(Beginning of Data for processing)

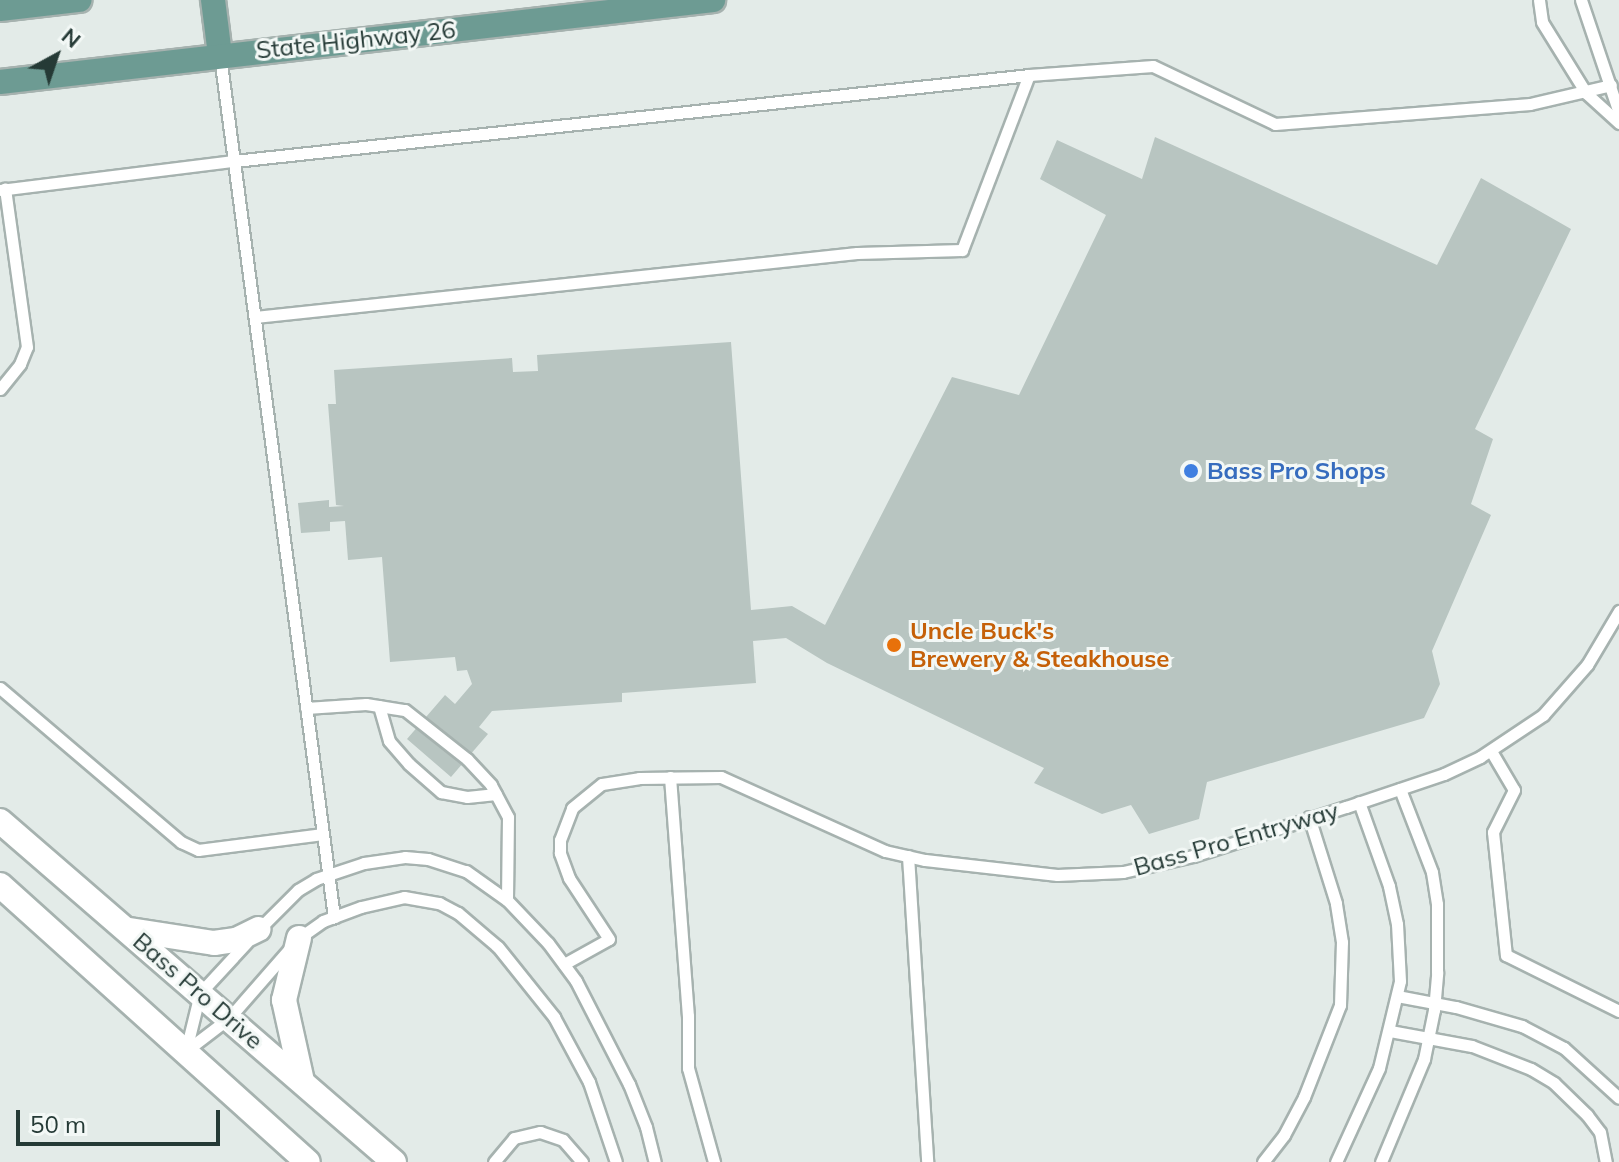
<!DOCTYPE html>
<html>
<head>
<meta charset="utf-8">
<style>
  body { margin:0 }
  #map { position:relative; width:1619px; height:1162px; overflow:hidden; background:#e3ebe8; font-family:Mulish,sans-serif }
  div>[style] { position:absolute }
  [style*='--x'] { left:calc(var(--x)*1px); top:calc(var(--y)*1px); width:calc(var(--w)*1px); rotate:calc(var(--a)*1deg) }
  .building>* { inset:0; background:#b8c5c1 }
  .roads { filter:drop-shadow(2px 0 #a6b2af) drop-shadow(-2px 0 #a6b2af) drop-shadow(0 2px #a6b2af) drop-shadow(0 -2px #a6b2af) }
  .service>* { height:11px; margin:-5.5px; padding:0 5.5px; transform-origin:5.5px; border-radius:5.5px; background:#fff }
  .secondary>* { height:24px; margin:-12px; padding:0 12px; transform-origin:12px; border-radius:12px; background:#fff }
  .primary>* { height:24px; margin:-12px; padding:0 12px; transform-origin:12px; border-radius:12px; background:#6d9b93 }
  .dots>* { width:22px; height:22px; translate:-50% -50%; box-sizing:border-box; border:4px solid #f3f8f6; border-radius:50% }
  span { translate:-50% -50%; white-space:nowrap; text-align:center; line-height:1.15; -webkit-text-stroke:6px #f3f8f6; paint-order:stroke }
  .street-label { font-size:24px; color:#253a36 }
  .shop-label { font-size:24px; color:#366cbe; font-weight:700 }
  .left { translate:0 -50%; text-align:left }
  .food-label { font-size:24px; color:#c56008; font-weight:700 }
  .north { position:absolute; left:16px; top:16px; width:80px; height:80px; -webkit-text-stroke:6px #f3f8f6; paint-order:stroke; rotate:40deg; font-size:22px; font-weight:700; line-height:32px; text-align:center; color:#253a36 }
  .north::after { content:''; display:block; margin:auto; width:28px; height:36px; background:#253a36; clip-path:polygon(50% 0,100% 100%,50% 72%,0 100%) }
  .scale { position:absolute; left:16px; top:1110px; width:204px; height:36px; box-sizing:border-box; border:4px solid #253a36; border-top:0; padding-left:10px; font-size:24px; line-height:28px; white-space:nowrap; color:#253a36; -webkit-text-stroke:6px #f3f8f6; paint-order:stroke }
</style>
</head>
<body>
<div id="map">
  <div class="building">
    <div style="clip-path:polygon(1155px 137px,1437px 265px,1481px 178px,1571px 229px,1475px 429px,1493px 439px,1471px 504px,1491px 515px,1432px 651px,1440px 684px,1424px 718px,1207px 782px,1199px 819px,1149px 834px,1131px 805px,1102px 814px,1034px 783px,1044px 768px,827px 663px,786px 638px,753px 641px,756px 683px,622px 693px,622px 702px,492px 711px,479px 727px,488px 734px,451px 777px,407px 739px,445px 695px,455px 704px,472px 684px,467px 670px,457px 671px,455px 657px,390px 662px,382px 557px,348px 560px,345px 521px,330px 522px,330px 531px,301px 533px,298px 503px,329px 500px,329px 507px,344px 506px,336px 505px,328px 404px,336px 404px,334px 370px,512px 358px,513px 372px,538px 371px,537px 355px,731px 342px,751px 610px,792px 606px,825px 625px,952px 377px,1019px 395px,1106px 215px,1040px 179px,1057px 140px,1142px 179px)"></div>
  </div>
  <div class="roads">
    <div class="service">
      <div style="--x:1539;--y:0;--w:22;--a:82"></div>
      <div style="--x:1542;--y:22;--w:84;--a:58.2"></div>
      <div style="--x:1586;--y:93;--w:45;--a:42.3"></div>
      <div style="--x:1581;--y:0;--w:119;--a:71.4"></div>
      <div style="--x:220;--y:56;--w:869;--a:82.46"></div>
      <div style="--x:0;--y:190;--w:236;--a:-7.1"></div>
      <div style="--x:234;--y:161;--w:800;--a:-6.17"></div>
      <div style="--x:1029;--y:75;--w:124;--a:-4.2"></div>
      <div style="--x:1153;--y:66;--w:135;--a:25.4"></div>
      <div style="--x:1275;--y:124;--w:256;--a:-4.5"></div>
      <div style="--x:1530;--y:104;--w:83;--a:-13.2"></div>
      <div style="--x:255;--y:317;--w:605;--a:-6.07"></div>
      <div style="--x:857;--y:253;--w:105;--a:-1.6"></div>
      <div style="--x:962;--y:250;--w:187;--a:-69.1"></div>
      <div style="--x:0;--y:389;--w:32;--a:-51"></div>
      <div style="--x:20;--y:364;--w:18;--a:-68"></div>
      <div style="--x:27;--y:347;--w:160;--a:-97.9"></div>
      <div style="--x:0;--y:688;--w:238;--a:40.4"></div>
      <div style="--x:181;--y:842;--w:19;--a:25"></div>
      <div style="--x:198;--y:850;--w:126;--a:-7.3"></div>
      <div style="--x:379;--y:706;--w:36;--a:74"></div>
      <div style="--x:389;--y:741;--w:30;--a:49"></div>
      <div style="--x:409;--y:764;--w:43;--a:41.2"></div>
      <div style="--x:441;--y:792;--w:26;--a:11"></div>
      <div style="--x:467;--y:797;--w:29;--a:-6"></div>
      <div style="--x:306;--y:708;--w:60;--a:-3.8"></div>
      <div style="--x:366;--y:704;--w:39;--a:9"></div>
      <div style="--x:405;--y:710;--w:79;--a:38.3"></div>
      <div style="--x:467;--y:759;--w:35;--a:47"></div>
      <div style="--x:491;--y:785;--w:36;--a:62"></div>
      <div style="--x:508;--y:817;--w:83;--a:90.7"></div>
      <div style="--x:1491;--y:751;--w:45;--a:59.5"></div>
      <div style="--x:1514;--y:790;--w:47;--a:116.6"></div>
      <div style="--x:1493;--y:832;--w:124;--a:84"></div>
      <div style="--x:1506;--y:955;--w:126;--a:26.4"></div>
      <div style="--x:670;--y:777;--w:240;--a:85.7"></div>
      <div style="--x:688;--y:1016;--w:52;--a:90"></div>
      <div style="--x:688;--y:1068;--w:98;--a:74.5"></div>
      <div style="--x:908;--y:856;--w:307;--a:86.4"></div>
      <div style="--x:259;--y:929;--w:55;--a:-45"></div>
      <div style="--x:298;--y:890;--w:21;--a:-31"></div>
      <div style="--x:316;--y:879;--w:51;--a:-18.4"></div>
      <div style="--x:364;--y:863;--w:41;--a:-8.3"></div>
      <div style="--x:405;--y:857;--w:23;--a:5"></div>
      <div style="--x:428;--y:859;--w:40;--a:18"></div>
      <div style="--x:466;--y:871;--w:50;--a:35.3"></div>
      <div style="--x:507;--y:900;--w:59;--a:46.4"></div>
      <div style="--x:548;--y:943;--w:47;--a:53.6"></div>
      <div style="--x:576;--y:981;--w:116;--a:62.8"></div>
      <div style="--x:629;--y:1084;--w:46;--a:68.4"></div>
      <div style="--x:646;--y:1127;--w:36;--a:76"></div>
      <div style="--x:564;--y:964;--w:51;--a:-29.1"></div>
      <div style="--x:609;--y:939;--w:73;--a:-123.3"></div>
      <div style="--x:569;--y:878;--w:27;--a:-110"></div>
      <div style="--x:560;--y:853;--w:13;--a:-90"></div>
      <div style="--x:560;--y:840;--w:34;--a:-69"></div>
      <div style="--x:572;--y:808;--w:38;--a:-39"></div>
      <div style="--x:602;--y:784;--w:37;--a:-9"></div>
      <div style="--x:639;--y:778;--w:82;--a:-0.7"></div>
      <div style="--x:721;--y:777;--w:180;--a:24.3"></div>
      <div style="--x:885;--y:851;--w:41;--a:12.7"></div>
      <div style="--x:925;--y:860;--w:133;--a:6.5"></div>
      <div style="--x:1057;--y:875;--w:66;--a:-2.6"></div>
      <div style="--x:1123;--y:872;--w:72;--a:-12.9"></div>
      <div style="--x:1193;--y:856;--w:161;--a:-17.8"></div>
      <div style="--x:1346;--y:807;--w:103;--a:-18.6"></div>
      <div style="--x:1444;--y:774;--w:40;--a:-25"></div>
      <div style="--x:1480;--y:757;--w:76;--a:-33.7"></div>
      <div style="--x:1543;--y:715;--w:67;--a:-48.7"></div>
      <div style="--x:1587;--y:665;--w:63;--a:-59.3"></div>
      <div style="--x:1397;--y:996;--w:60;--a:10.6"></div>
      <div style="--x:1456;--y:1007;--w:69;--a:16.1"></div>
      <div style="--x:1522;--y:1026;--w:47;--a:27.6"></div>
      <div style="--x:1564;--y:1048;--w:74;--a:42.3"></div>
      <div style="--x:1390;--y:1031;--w:83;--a:10.4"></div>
      <div style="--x:1472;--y:1046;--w:63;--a:21.3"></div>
      <div style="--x:1531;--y:1069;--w:27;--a:31"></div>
      <div style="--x:1554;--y:1083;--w:46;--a:44.1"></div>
      <div style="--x:1587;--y:1115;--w:21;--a:53"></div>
      <div style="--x:1600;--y:1132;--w:31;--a:79"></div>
      <div style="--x:186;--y:1050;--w:59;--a:-76.2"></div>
      <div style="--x:200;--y:993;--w:69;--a:-47.3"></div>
      <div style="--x:187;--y:1050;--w:53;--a:-37.3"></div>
      <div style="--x:229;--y:1018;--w:106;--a:-48.8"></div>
      <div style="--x:299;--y:938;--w:29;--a:-35"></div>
      <div style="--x:323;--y:921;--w:40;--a:-20.2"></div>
      <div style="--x:361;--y:907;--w:44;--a:-13.1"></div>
      <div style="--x:404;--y:897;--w:36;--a:10"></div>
      <div style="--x:439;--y:903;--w:21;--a:28"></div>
      <div style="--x:458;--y:913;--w:52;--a:40.4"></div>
      <div style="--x:498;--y:947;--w:90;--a:51.3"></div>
      <div style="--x:554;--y:1017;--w:74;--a:61.7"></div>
      <div style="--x:589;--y:1082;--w:84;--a:71.4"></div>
      <div style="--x:494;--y:1162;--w:31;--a:-50"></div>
      <div style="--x:514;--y:1138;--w:27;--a:-13"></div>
      <div style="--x:540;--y:1132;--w:24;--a:19"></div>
      <div style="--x:563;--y:1140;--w:29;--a:49"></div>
      <div style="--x:1263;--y:1162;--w:34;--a:-52"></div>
      <div style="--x:1284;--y:1135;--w:43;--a:-62.2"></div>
      <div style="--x:1304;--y:1097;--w:99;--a:-68.6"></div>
      <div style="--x:1340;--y:1005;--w:63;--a:-88.2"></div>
      <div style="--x:1342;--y:942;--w:39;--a:-99"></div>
      <div style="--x:1336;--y:903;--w:90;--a:-107.4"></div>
      <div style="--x:1336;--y:1162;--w:103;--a:-65.4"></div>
      <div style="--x:1379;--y:1068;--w:89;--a:-76.4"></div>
      <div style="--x:1400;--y:981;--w:57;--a:-93"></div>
      <div style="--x:1397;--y:924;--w:39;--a:-102"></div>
      <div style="--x:1389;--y:886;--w:89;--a:-109.7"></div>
      <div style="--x:1381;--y:1162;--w:112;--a:-67.3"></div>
      <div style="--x:1424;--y:1059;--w:50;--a:-78.5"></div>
      <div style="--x:1434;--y:1010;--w:38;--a:-85"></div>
      <div style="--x:1437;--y:972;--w:68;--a:-90"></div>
      <div style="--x:1437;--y:904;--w:32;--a:-99"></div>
      <div style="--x:1432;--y:872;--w:89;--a:-111.1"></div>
    </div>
    <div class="secondary">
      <div style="--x:0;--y:821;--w:521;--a:40.88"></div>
      <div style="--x:0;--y:885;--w:414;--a:42"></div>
      <div style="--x:130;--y:930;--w:85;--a:8.8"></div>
      <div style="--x:214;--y:943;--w:22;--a:-8"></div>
      <div style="--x:236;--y:940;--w:25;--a:-26"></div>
      <div style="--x:299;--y:938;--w:64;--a:103.6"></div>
      <div style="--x:284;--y:1000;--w:83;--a:77.5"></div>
    </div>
    <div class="primary">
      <div style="--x:213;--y:0;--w:55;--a:82.7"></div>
      <div style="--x:0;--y:9;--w:80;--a:-6.5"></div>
      <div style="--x:0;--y:82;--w:718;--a:-6.56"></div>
    </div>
  </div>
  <div class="dots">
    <div style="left:1191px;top:471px;background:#3f7fe0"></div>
    <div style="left:894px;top:645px;background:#e8710a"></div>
  </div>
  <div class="street-label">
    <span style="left:356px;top:40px;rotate:-6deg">State Highway 26</span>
    <span style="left:1236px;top:839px;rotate:-16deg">Bass Pro Entryway</span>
    <span style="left:198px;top:991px;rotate:41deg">Bass Pro Drive</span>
  </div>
  <div class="shop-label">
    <span class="left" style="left:1207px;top:471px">Bass Pro Shops</span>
  </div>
  <div class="food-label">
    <span class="left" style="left:910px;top:645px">Uncle Buck's<br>Brewery &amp; Steakhouse</span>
  </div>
  <div class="north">N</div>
  <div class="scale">50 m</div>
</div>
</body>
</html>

(End of Data for processing)

Requirement:
The answer should contain only the lines from the beginning of the material above through the line with "width:22px; height:22px; translate:-50%", retyped exactly, with the pictures removed.

Answer area:
<!DOCTYPE html>
<html>
<head>
<meta charset="utf-8">
<style>
  body { margin:0 }
  #map { position:relative; width:1619px; height:1162px; overflow:hidden; background:#e3ebe8; font-family:Mulish,sans-serif }
  div>[style] { position:absolute }
  [style*='--x'] { left:calc(var(--x)*1px); top:calc(var(--y)*1px); width:calc(var(--w)*1px); rotate:calc(var(--a)*1deg) }
  .building>* { inset:0; background:#b8c5c1 }
  .roads { filter:drop-shadow(2px 0 #a6b2af) drop-shadow(-2px 0 #a6b2af) drop-shadow(0 2px #a6b2af) drop-shadow(0 -2px #a6b2af) }
  .service>* { height:11px; margin:-5.5px; padding:0 5.5px; transform-origin:5.5px; border-radius:5.5px; background:#fff }
  .secondary>* { height:24px; margin:-12px; padding:0 12px; transform-origin:12px; border-radius:12px; background:#fff }
  .primary>* { height:24px; margin:-12px; padding:0 12px; transform-origin:12px; border-radius:12px; background:#6d9b93 }
  .dots>* { width:22px; height:22px; translate:-50% -50%; box-sizing:border-box; border:4px solid #f3f8f6; border-radius:50% }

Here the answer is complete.